§ AIM OF THE TASK
Return the records below character for character.

####################

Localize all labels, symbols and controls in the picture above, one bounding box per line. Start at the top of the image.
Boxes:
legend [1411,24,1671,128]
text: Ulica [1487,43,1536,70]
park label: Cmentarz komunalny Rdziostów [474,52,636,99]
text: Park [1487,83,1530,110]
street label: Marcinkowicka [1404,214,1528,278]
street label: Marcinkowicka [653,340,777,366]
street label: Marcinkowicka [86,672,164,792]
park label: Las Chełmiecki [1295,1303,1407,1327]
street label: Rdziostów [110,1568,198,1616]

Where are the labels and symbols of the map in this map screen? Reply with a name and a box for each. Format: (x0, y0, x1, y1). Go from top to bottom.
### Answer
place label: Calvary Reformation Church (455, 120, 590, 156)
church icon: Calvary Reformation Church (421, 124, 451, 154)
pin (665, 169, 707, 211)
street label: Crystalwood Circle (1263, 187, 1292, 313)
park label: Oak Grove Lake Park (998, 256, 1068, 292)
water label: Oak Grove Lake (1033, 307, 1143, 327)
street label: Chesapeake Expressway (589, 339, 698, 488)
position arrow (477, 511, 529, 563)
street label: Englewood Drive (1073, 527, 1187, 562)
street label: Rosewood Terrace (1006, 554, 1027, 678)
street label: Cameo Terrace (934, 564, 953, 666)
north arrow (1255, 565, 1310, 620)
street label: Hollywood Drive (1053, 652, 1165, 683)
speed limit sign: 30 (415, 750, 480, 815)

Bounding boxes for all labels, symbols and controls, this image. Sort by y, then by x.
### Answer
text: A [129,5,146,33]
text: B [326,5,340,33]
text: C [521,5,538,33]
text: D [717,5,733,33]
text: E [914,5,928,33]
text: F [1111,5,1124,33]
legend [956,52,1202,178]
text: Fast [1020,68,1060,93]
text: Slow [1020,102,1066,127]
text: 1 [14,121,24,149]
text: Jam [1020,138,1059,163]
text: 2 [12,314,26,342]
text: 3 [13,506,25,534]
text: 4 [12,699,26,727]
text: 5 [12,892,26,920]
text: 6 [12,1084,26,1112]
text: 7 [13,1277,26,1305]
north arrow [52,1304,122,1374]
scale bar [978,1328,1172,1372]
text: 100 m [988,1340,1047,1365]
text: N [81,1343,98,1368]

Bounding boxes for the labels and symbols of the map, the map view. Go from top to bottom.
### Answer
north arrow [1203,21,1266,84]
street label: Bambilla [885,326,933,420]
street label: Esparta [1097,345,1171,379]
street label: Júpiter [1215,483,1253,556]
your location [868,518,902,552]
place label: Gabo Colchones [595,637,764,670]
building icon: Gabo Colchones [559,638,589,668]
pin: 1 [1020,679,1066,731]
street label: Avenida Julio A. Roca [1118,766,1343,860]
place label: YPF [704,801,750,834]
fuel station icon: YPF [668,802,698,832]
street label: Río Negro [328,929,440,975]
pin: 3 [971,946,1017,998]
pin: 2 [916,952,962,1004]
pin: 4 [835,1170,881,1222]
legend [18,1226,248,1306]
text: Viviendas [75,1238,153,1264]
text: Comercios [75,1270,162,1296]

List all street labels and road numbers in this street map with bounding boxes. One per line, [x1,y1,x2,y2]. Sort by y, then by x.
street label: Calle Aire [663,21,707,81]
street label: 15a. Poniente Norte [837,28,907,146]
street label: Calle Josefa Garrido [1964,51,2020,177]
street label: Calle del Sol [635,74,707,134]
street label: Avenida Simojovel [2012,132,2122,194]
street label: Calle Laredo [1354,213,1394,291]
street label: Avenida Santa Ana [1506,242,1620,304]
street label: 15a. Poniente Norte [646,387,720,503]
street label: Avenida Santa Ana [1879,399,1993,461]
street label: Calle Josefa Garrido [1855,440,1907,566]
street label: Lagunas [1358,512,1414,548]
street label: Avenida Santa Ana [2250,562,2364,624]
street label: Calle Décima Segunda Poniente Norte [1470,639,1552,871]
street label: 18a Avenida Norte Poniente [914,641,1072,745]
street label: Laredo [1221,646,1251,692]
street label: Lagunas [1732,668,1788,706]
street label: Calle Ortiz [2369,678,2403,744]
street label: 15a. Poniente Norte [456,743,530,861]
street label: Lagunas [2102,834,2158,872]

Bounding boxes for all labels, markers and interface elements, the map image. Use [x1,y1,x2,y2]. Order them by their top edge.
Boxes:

####################

§ TASK OUTPUT
Localize all labels, symbols and controls in the picture above, one bounding box per line. Start at the top of the image.
Boxes:
legend [1411,24,1671,128]
text: Ulica [1487,43,1536,70]
park label: Cmentarz komunalny Rdziostów [474,52,636,99]
text: Park [1487,83,1530,110]
street label: Marcinkowicka [1404,214,1528,278]
street label: Marcinkowicka [653,340,777,366]
street label: Marcinkowicka [86,672,164,792]
park label: Las Chełmiecki [1295,1303,1407,1327]
street label: Rdziostów [110,1568,198,1616]

Where are the labels and symbols of the map in this map screen? Reply with a name and a box for each. Format: (x0, y0, x1, y1). Go from top to bottom.
### Answer
place label: Calvary Reformation Church (455, 120, 590, 156)
church icon: Calvary Reformation Church (421, 124, 451, 154)
pin (665, 169, 707, 211)
street label: Crystalwood Circle (1263, 187, 1292, 313)
park label: Oak Grove Lake Park (998, 256, 1068, 292)
water label: Oak Grove Lake (1033, 307, 1143, 327)
street label: Chesapeake Expressway (589, 339, 698, 488)
position arrow (477, 511, 529, 563)
street label: Englewood Drive (1073, 527, 1187, 562)
street label: Rosewood Terrace (1006, 554, 1027, 678)
street label: Cameo Terrace (934, 564, 953, 666)
north arrow (1255, 565, 1310, 620)
street label: Hollywood Drive (1053, 652, 1165, 683)
speed limit sign: 30 (415, 750, 480, 815)

Bounding boxes for all labels, symbols and controls, this image. Sort by y, then by x.
### Answer
text: A [129,5,146,33]
text: B [326,5,340,33]
text: C [521,5,538,33]
text: D [717,5,733,33]
text: E [914,5,928,33]
text: F [1111,5,1124,33]
legend [956,52,1202,178]
text: Fast [1020,68,1060,93]
text: Slow [1020,102,1066,127]
text: 1 [14,121,24,149]
text: Jam [1020,138,1059,163]
text: 2 [12,314,26,342]
text: 3 [13,506,25,534]
text: 4 [12,699,26,727]
text: 5 [12,892,26,920]
text: 6 [12,1084,26,1112]
text: 7 [13,1277,26,1305]
north arrow [52,1304,122,1374]
scale bar [978,1328,1172,1372]
text: 100 m [988,1340,1047,1365]
text: N [81,1343,98,1368]

Bounding boxes for the labels and symbols of the map, the map view. Go from top to bottom.
### Answer
north arrow [1203,21,1266,84]
street label: Bambilla [885,326,933,420]
street label: Esparta [1097,345,1171,379]
street label: Júpiter [1215,483,1253,556]
your location [868,518,902,552]
place label: Gabo Colchones [595,637,764,670]
building icon: Gabo Colchones [559,638,589,668]
pin: 1 [1020,679,1066,731]
street label: Avenida Julio A. Roca [1118,766,1343,860]
place label: YPF [704,801,750,834]
fuel station icon: YPF [668,802,698,832]
street label: Río Negro [328,929,440,975]
pin: 3 [971,946,1017,998]
pin: 2 [916,952,962,1004]
pin: 4 [835,1170,881,1222]
legend [18,1226,248,1306]
text: Viviendas [75,1238,153,1264]
text: Comercios [75,1270,162,1296]

List all street labels and road numbers in this street map with bounding boxes. One per line, [x1,y1,x2,y2]. Sort by y, then by x.
street label: Calle Aire [663,21,707,81]
street label: 15a. Poniente Norte [837,28,907,146]
street label: Calle Josefa Garrido [1964,51,2020,177]
street label: Calle del Sol [635,74,707,134]
street label: Avenida Simojovel [2012,132,2122,194]
street label: Calle Laredo [1354,213,1394,291]
street label: Avenida Santa Ana [1506,242,1620,304]
street label: 15a. Poniente Norte [646,387,720,503]
street label: Avenida Santa Ana [1879,399,1993,461]
street label: Calle Josefa Garrido [1855,440,1907,566]
street label: Lagunas [1358,512,1414,548]
street label: Avenida Santa Ana [2250,562,2364,624]
street label: Calle Décima Segunda Poniente Norte [1470,639,1552,871]
street label: 18a Avenida Norte Poniente [914,641,1072,745]
street label: Laredo [1221,646,1251,692]
street label: Lagunas [1732,668,1788,706]
street label: Calle Ortiz [2369,678,2403,744]
street label: 15a. Poniente Norte [456,743,530,861]
street label: Lagunas [2102,834,2158,872]

Bounding boxes for all labels, markers and interface elements, the map image. Use [x1,y1,x2,y2]. Order them by their top edge.
Boxes:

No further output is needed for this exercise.